Task details
Take every line containing "JSON" from the material and copy it.

Source records
════

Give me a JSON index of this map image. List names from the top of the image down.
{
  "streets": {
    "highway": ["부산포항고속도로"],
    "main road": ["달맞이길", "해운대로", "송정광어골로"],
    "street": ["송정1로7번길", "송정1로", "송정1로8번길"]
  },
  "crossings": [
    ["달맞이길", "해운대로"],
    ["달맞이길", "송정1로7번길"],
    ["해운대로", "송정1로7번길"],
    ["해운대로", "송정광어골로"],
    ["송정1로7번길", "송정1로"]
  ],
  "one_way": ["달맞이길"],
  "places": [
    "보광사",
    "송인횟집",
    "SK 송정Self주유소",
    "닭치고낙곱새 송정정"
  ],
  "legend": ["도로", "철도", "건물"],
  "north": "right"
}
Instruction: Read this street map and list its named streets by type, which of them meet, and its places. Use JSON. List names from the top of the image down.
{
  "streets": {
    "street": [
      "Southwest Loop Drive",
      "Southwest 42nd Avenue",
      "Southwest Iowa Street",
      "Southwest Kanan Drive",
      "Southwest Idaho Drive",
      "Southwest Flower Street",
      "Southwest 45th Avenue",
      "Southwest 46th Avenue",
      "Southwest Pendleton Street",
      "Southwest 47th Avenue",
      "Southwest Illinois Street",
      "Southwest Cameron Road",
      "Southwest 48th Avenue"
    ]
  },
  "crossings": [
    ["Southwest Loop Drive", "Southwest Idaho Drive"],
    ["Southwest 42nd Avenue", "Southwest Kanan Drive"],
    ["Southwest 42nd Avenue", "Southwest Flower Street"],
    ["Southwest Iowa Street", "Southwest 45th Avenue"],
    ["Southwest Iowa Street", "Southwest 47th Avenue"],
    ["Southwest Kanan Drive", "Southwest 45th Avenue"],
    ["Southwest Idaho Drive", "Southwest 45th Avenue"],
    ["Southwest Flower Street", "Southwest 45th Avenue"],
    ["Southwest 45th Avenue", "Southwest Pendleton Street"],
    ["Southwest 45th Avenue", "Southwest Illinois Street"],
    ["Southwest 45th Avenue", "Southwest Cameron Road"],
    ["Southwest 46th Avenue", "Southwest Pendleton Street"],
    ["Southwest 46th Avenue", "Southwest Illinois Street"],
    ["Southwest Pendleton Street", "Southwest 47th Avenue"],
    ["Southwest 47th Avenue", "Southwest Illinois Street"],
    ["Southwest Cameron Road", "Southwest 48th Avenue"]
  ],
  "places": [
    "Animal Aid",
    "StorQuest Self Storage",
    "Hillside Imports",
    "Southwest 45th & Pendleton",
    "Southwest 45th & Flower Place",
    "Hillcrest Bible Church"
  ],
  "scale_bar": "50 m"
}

════

Exercise response
Give me a JSON index of this map image. List names from the top of the image down.
Instruction: Read this street map and list its named streets by type, which of them meet, and its places. Use JSON. List names from the top of the image down.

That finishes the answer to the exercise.